WHAT YOU SHOULD DO: Each line of the data below that includes the string "Granadillas" must be copied.

DATA FOR THIS EXERCISE:
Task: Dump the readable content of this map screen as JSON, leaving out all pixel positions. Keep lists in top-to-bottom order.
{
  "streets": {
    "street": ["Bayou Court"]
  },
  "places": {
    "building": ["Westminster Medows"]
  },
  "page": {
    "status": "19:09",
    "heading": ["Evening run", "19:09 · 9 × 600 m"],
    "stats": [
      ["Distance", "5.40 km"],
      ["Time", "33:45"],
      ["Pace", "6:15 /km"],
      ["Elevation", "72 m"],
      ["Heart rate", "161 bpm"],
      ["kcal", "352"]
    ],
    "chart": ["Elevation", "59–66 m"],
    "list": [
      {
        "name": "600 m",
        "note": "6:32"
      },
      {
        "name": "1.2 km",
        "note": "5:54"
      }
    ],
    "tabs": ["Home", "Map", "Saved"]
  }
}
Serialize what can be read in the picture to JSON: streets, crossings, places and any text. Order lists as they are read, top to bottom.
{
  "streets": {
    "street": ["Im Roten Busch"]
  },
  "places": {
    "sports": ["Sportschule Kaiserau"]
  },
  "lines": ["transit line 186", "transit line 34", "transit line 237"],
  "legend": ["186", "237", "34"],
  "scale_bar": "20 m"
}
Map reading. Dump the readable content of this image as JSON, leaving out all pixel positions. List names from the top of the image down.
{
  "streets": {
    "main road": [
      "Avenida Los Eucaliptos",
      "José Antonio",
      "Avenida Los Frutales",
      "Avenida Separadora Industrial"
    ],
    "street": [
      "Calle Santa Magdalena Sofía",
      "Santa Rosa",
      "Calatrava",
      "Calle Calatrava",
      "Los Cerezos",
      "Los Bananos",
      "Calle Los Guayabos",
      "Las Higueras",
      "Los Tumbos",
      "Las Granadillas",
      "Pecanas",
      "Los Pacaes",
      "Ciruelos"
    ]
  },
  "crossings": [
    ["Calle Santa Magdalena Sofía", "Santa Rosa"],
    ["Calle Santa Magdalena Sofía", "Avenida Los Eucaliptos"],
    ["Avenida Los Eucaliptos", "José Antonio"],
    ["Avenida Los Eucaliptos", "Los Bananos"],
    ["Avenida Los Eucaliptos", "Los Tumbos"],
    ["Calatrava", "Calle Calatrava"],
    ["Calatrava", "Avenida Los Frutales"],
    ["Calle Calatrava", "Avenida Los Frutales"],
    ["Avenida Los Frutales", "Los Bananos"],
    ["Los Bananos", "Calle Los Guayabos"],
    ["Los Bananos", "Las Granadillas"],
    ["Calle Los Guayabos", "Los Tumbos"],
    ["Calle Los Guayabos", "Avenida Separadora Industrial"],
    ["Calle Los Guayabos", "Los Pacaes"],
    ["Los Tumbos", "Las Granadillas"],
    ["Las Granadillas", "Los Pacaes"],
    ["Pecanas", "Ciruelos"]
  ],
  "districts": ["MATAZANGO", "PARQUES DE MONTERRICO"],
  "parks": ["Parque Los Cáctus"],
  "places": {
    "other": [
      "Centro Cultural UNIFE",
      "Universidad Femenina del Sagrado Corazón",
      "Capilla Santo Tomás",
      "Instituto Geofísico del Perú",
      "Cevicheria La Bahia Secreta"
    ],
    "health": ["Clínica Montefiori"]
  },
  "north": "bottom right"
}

EXPECTED ANSWER:
      "Las Granadillas",
    ["Los Bananos", "Las Granadillas"],
    ["Los Tumbos", "Las Granadillas"],
    ["Las Granadillas", "Los Pacaes"],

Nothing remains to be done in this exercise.